Q. Why did early-19th-century readers of British romantic literature and doctors of that period come up with interpretive analogies that could be used to diagnose disease, as well as understand fiction and poetry?
A. It wasn’t always a deliberate collaboration. In the late 18th century, innovations were occurring so quickly in both literature and medicine that they looked to one another for structures of thought that might help to describe their own creative progress. Medicine was just beginning to be conceived of as a lab-based science, with anatomy and pathology newly added to professional training after the French Revolution.

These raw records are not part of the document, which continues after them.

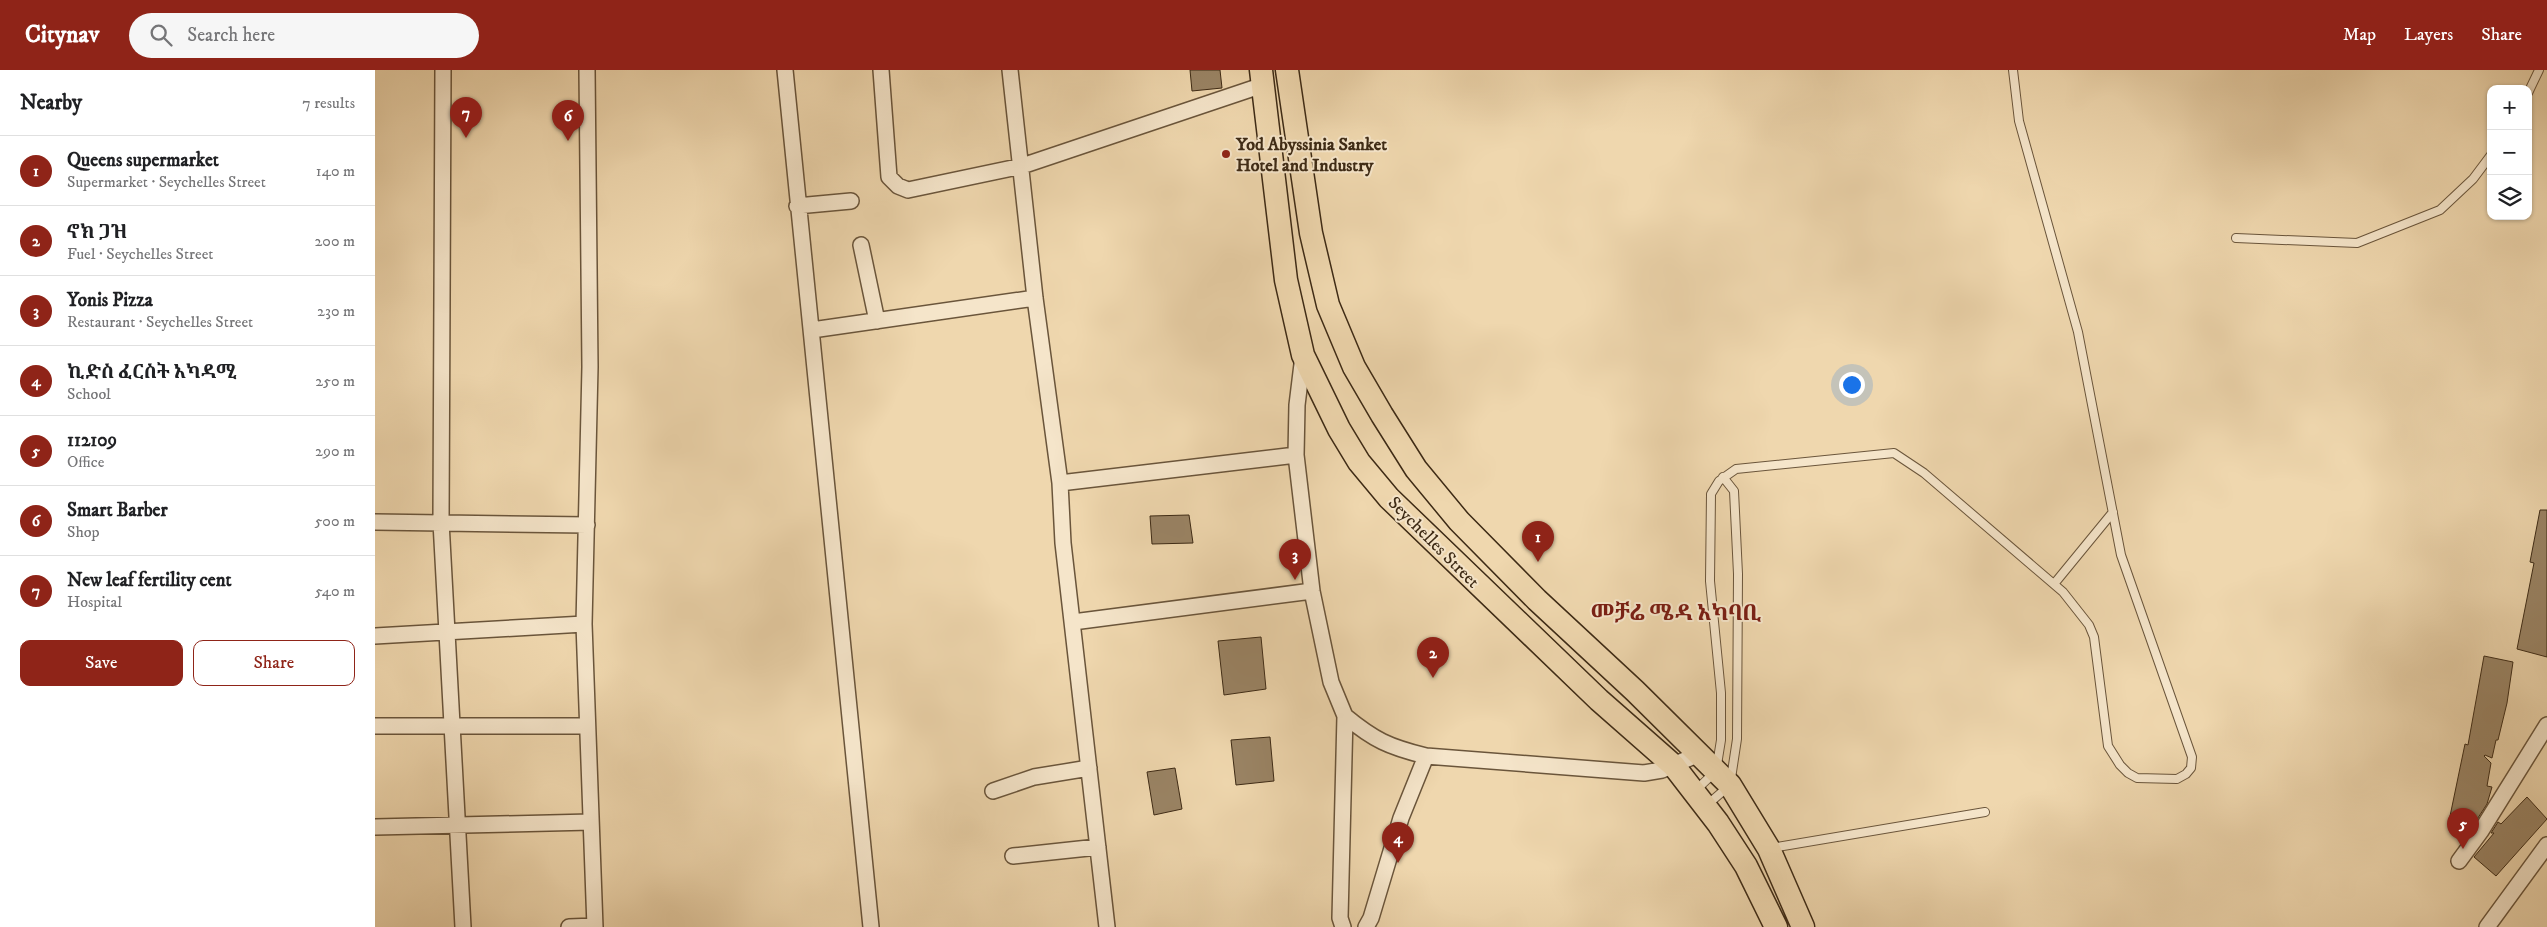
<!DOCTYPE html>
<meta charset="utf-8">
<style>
:root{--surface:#fff;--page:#f6f6f6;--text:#202124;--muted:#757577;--line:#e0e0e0;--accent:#8f2418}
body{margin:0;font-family:"IM FELL DW Pica","Noto Serif Ethiopic",serif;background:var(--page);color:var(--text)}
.controls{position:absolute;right:15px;top:15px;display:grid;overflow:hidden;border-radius:10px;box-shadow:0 1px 4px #0004}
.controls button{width:45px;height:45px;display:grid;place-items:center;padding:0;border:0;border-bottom:1px solid var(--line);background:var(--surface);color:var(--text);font:25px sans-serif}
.you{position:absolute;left:1476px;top:314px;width:18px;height:18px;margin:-12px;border:4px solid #fff;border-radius:50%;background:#1a73e8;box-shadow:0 0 0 8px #1a73e833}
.badge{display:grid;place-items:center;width:32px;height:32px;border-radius:50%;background:var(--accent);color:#fff;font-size:16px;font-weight:700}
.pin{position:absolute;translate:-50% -41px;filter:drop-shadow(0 1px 2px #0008)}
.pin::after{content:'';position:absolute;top:26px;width:18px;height:15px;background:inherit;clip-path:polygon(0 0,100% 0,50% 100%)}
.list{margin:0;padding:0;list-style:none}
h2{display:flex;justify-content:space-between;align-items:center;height:65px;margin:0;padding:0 20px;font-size:21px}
h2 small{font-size:16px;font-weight:400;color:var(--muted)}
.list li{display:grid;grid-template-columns:32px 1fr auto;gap:15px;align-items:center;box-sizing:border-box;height:70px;padding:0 20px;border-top:1px solid var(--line)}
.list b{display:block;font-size:19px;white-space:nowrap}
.list p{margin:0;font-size:16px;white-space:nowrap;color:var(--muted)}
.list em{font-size:16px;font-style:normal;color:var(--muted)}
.actions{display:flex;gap:10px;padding:15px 20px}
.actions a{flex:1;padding:11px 0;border:1px solid var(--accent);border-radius:10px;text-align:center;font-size:18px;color:var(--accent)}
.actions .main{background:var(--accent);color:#fff}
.icon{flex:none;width:28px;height:28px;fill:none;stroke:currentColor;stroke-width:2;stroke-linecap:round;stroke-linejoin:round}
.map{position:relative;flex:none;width:2172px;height:857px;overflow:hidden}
header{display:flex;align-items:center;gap:30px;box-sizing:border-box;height:70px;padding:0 25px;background:var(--accent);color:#fff}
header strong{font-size:24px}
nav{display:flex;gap:28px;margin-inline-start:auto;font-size:18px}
.search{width:350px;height:45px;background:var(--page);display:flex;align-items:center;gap:12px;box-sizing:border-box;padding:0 18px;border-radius:28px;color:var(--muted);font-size:19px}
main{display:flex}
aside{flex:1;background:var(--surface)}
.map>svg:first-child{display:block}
</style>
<header>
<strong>Citynav</strong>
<div class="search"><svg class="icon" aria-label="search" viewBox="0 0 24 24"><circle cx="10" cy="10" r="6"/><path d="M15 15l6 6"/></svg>Search here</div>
<nav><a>Map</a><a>Layers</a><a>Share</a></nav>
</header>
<main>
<aside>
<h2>Nearby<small>7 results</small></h2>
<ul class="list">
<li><span class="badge">1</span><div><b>Queens supermarket</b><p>Supermarket · Seychelles Street</p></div><em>140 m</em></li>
<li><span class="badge">2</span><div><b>ኖክ ጋዝ</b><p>Fuel · Seychelles Street</p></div><em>200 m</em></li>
<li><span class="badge">3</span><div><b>Yonis Pizza</b><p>Restaurant · Seychelles Street</p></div><em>230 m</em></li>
<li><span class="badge">4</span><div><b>ኪድስ ፈርስት አካዳሚ</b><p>School</p></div><em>250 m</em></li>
<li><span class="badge">5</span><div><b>112109</b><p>Office</p></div><em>290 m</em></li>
<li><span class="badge">6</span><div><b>Smart Barber</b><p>Shop</p></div><em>500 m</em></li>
<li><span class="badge">7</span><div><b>New leaf fertility cent</b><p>Hospital</p></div><em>540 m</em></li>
</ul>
<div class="actions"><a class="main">Save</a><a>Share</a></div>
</aside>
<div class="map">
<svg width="2172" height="857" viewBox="0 0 2172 857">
<rect width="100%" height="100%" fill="#efd7ae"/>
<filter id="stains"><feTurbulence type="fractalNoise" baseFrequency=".004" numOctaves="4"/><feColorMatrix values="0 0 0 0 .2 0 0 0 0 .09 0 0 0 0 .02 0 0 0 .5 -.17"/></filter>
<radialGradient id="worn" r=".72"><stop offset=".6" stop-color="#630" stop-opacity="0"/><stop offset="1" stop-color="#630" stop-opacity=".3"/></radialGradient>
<path fill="#9a8465" stroke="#3d2a15" d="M815 0H845L847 18 817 21Z
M2165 440H2172V587L2142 579 2159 493 2155 492Z
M814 445 818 473 777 474 775 446Z
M886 567 891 619 849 625 843 571Z
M2109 586 2138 592 2132 633 2123 670H2121L2117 688 2110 685 2109 686 2116 693 2112 716 2117 717 2112 734 2097 757 2074 751 2090 674 2093 675Z
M895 667 899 711 861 715 856 670Z
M800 698 807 739 779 745 772 702Z
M2152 727 2172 749 2121 806 2099 787 2119 763H2116L2123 752 2126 754Z"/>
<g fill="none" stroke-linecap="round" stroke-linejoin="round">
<defs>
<path id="lane" d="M2153 23 2164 0
M1861 168 1982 173 2065 140 2098 109 2116 85
M1679 514 1738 442
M1320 721 1341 701 1346 670V623L1335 511 1336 424 1344 411 1361 399 1519 383 1549 403 1688 522 1714 555 1719 567 1733 676 1745 695 1753 703 1762 708 1802 709 1811 704 1816 698 1817 687 1746 485 1703 262 1644 51 1638 0
M1332 735 1355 715 1362 669 1363 504 1359 421 1348 407
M1396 778 1610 742"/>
<path id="street" d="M68 0 66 452 88 857
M212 0 215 297 209 554 220 857
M410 0 496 857
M506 0 514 107 523 116 533 120 647 96 888 15
M635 0 660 228 685 413 688 473 732 857
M422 136 476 131
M486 175 502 251
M437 260 660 228
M928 286 922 335 921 385 937 521 956 612 970 646 965 848 968 857
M685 413 921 385
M0 452 212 455
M698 552 937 521
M0 566 209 554
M970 646C999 670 1014 677 1051 686L1269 703 1287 700 1324 684
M0 656H212
M618 721 659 707 714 698
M0 757 216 752
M638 786 723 777
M2084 791 2106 761 2172 655
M194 857 220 856
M991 857 996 848 1026 748 1051 686
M2112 857 2172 775"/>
<path id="primary" d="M886 0 911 210 928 285 964 359 984 392 1014 428 1224 630 1299 696 1343 753 1371 796 1401 857
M912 0 936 163 953 235 979 297 1007 345 1041 399 1084 451 1162 530 1260 621 1355 715 1394 779 1428 857"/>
</defs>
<use href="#lane" stroke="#6a553b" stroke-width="10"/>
<use href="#street" stroke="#6a553b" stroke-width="18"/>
<use href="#primary" stroke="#3d2a15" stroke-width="25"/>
<use href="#lane" stroke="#f5e5ca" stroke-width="8"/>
<use href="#street" stroke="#f5e5ca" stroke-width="15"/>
<use href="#primary" stroke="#efd7ae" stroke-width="22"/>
</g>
<circle fill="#8f2418" stroke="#f5e5ca" stroke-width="2" cx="851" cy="84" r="5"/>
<g text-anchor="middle" stroke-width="4" stroke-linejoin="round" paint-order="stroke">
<g font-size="18" font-weight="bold" fill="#3d2a15" stroke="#f5e5ca" text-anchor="start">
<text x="861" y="80">Yod Abyssinia Sanket<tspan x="861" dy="21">Hotel and Industry</tspan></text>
</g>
<g font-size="18" fill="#3d2a15" stroke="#f5e5ca">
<text transform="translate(1059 472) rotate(45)" y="6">Seychelles Street</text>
</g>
<g font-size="22" font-weight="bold" fill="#7a1f14" stroke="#f5e5ca">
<text x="1301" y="550">መቻሬ ሜዳ አካባቢ</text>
</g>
</g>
<rect width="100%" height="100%" filter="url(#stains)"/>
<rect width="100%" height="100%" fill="url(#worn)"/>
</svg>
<div class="controls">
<button>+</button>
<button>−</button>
<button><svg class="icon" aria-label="layers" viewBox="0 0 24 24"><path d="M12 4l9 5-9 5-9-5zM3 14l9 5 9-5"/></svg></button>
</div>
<div class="you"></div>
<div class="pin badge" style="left:1163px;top:492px">1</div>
<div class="pin badge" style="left:1058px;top:608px">2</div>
<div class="pin badge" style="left:920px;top:510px">3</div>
<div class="pin badge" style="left:1023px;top:793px">4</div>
<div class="pin badge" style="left:2088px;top:779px">5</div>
<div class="pin badge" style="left:193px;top:71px">6</div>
<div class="pin badge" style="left:91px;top:68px">7</div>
</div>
</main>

Romantic poets and novelists held new beliefs that the literary text had an “organic” nature, which they thought mirrored human vitality and growth. This language of “organicism” permeated both medical science and poetic theory. The great Romantics were omnivorous readers, and they made real interventions in medicine: Samuel Taylor Coleridge coined the terms “bipolar,” “psychosomatic,” and “neuropathology,” and Mary Wollstonecraft “conversed, as a man with men, on anatomical subjects.” Romantic literature and medicine collaborated because the cultures were closer in some ways than they are today.
Q. How might lessons from the humanities apply to medicine today, and vice versa?
A. At the end of the book, I make what might seem like a surprising turn: While it is a truth universally acknowledged that medical practice can benefit from humanistic competencies (like sensitivity to narrative or historical awareness), I go further by saying that we in the humanities can learn from medicine, too.
How can innovations in medicine—from precision medicine to the neuroscience of creativity—reshape how we think about how we apprehend, analyze, and circulate information in language? Like the Romantics’ medical formalism, such questions cut across critical reading and medical science. I hope to think more about them in a new work on the rhetorical strategies of medical denialism.
Q. What are some books you read recently that you would recommend, and why?
A. Kazuo Ishiguro’s Klara and the Sun is a remarkable book, which imagines, in deceptively simple terms, what our near future might look like—from gene-editing in children to AI caregivers, who are more feeling than the humans they serve. I am also starting Aleksandr Solzhenitsyn’s Cancer Ward, both for its relevance for medical humanities and for its historical insight into the state of the world.
Q. Are there any classic novels that you only recently read for the first time?
A. I’m reading Joseph Sheridan Le Fanu’s 1872 collection of five stories, In a Glass Darkly, now. I’d read one of them, the vampire novella “Carmilla,” on its own, but the other stories in the collection are new to me. The frame narrative is striking and relevant to my interest in physician-narrators gone bad. In a Glass Darkly will appear in my new course in 19th-century Gothic literature.
Q. What are you teaching this semester?
A. A core course for the new major in Medical Humanities called Contradictions of Care. The students are reading philosophy, bioethics, and literature. They are also working with the Columbia Student Service Corps at CUIMC to perform weekly wellness checks on seniors in Washington Heights. My other class is Literature Humanities.
Q. You're hosting a dinner party. Which three academics or writers, dead or alive, would you invite, and why?
A. Mary Wollstonecraft and Clara Schumann, who were both mothers at the top of their profession. And the post-prison Oscar Wilde, who deserves a good dinner.